A few months ago, I started coming to terms with the fact that I may have some bizarre form of adult-onset lactose intolerance. And, I gotta say, now is a pretty good time in history to be having these kinds of problems, because, if you haven’t noticed, there are so many milk alternatives out there. From soy to nuts to peas, the list of milkables just seems to keep getting longer and longer. And while I’m sure they all have applications that make their unique qualities shine, there’s only room in my heart and also fridge for one when it comes to my main milk usage (cereal): oat.

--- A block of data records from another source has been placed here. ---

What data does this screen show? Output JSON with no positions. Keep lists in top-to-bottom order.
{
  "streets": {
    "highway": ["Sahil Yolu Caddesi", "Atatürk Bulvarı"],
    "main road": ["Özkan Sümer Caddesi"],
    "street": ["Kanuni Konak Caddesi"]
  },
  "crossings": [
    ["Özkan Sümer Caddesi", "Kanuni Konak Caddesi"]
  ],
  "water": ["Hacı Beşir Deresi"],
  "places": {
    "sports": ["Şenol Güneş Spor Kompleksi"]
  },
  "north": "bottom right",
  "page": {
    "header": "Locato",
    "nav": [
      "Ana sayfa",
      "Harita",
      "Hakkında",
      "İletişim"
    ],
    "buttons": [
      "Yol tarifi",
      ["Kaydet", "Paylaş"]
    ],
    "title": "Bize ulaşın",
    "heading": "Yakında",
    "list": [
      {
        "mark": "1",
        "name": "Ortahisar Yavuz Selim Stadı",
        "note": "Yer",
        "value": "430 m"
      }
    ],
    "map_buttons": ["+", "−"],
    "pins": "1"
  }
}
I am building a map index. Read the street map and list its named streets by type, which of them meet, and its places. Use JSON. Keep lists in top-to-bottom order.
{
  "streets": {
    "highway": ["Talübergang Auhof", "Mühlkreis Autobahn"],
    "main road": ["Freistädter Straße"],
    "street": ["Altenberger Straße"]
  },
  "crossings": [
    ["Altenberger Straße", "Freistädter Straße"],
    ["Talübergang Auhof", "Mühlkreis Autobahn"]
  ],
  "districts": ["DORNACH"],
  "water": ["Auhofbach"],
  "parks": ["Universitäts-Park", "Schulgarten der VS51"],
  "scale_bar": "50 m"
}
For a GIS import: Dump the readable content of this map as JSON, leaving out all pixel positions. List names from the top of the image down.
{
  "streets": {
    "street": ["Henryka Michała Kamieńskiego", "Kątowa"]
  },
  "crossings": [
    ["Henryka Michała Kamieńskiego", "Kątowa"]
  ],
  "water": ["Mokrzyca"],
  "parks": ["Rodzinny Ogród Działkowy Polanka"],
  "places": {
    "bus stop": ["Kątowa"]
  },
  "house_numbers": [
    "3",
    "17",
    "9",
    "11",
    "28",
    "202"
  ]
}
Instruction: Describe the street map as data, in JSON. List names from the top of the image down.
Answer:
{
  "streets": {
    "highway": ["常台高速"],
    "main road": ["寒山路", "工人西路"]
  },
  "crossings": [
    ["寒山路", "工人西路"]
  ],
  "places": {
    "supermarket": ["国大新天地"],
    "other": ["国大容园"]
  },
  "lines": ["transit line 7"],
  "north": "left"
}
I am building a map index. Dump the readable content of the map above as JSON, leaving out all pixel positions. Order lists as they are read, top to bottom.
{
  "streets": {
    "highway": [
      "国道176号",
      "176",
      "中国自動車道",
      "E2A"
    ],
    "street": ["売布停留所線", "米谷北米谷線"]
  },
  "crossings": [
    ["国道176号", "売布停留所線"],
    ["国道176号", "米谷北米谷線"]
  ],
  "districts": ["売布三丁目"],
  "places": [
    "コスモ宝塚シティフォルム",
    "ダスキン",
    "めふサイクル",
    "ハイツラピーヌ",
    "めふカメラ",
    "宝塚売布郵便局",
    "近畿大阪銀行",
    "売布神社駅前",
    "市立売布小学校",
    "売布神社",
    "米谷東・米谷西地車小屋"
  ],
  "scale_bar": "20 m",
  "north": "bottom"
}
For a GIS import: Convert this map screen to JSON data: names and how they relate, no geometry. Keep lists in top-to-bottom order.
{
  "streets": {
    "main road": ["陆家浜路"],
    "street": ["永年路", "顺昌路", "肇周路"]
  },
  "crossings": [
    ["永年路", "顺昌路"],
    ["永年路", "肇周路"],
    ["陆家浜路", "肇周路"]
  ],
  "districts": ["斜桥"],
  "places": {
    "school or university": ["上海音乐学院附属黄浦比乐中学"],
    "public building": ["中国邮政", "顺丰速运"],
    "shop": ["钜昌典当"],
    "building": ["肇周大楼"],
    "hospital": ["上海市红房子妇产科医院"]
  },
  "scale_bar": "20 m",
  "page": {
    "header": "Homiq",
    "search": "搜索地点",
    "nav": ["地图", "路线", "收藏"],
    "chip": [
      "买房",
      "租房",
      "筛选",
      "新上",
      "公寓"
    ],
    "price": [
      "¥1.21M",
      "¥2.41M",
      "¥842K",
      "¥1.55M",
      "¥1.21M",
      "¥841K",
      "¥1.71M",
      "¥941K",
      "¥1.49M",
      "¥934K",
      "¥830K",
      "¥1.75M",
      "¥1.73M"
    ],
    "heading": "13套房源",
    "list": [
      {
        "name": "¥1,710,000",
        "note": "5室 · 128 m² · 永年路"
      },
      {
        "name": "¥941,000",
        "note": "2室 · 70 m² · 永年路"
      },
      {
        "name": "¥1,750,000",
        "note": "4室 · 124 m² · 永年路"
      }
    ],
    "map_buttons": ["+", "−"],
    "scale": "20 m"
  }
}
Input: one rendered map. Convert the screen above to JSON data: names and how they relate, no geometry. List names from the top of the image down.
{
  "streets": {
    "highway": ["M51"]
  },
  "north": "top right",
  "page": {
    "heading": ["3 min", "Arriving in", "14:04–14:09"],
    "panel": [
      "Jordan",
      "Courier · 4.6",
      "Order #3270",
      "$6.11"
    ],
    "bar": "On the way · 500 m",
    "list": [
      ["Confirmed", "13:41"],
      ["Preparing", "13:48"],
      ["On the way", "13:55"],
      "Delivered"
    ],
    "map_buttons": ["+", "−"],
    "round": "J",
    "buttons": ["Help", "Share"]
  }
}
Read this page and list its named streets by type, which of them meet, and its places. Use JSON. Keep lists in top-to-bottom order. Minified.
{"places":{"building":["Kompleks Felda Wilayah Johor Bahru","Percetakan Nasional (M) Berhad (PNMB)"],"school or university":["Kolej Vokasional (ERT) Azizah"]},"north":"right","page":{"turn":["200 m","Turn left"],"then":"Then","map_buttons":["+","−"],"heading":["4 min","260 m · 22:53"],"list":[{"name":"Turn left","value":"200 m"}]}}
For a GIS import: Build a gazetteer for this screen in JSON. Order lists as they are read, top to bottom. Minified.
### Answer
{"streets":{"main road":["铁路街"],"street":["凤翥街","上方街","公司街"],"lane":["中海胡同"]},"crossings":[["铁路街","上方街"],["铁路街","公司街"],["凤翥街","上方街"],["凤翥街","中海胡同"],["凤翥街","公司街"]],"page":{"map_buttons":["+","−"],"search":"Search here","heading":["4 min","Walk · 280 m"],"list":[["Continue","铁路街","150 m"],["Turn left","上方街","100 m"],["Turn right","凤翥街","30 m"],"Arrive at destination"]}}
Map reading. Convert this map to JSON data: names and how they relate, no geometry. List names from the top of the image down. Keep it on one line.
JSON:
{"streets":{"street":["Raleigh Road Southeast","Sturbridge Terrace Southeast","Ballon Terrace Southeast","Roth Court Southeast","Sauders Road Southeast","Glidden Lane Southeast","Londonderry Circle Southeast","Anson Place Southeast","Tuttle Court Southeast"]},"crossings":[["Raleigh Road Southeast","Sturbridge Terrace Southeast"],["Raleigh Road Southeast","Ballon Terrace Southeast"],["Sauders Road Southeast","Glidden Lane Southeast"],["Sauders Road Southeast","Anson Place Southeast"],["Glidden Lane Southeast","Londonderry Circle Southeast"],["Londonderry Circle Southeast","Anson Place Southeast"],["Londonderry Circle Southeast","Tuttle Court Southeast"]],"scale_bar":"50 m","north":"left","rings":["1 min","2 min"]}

And having recently had a bowl of cereal with accidental real milk (which strangely had no aftereffects?), I feel like I can say with confidence that oat milk is not just the best dairy-free alternative, it just is the best liquid to put on cereal.
Let’s start with the biggest factor here: taste. Most soy milk I’ve had (by which I mean Silk, I’ve heard the freshly made stuff tastes almost like a peanut butter milkshake and I do wanna try some of that someday) has a bitter, acrid aftertaste that pretty much only can be vaguely disguised by chocolate. So am I just supposed to eat nothing but Coco Puffs for the rest of my life? Or worse, eat not-chocolated cereals with a chocolate milk, like some kind of degenerate? I think not. And with almond milk (I can’t necessarily speak for all nut milks here, but I can only imagine they can’t be that much different), I kept finding that it was almost too neutral. Like, some nuttiness would pair really well with Honey Nut Cheerios or Honey Bunches of Oats, but they never seem to live up to that expectation. And milk milk? There was just something not right with it that last time I had it, it was sweet and rich and seemed to really want you to know that it was the real thing.
But with the humble oat? Yes, the oat milk tastes exactly like oats. But that’s why I think it shines in the context of cereal. Most cereals nowadays (with the exception of a growing market of low-carb cereals made of things like beans) are made of either oats or corn. So one one hand, you’re just upping the oats. Like, no big surprise the oats are going to play well with the oats. But with the corn? The oat milk balances the corn flavor, which is especially helpful in cereals like the new formula for Count Chochula (and all the other Halloween cereals) which taste so overbearingly of corn that you don’t really get any of the flavorings.
But it’s not all about the flavor, there’s something to be said about the textures, too. While I will concede that regular milk is probably the best texture-wise (also, I’m talking about 2% here, whole is too creamy and skim is basically water), oat milk probably comes closest to imitating it. Soy also comes pretty close, but tends to have a somewhat chalky aftereffect (After-texture? Whatever you’d call the textural equivalent of an aftertaste) that can be distracting in a bowl of cereal, especially if I’m trying to scarf it down as quickly as possible (which is often the case, as most of my cereal consumption happens right before work). Most nut milks, on the other hand, just end up being too watery, unless you really like skim milk, in which case, you do you, I guess.
In short, oat milk doesn’t just suffice as a milk replacement, it elevates cereal to new levels of grainy goodness.
Ok, Big Oat, where’s my money. You could afford that dumb super bowl commercial, surely you can slip me 5 bucks for this.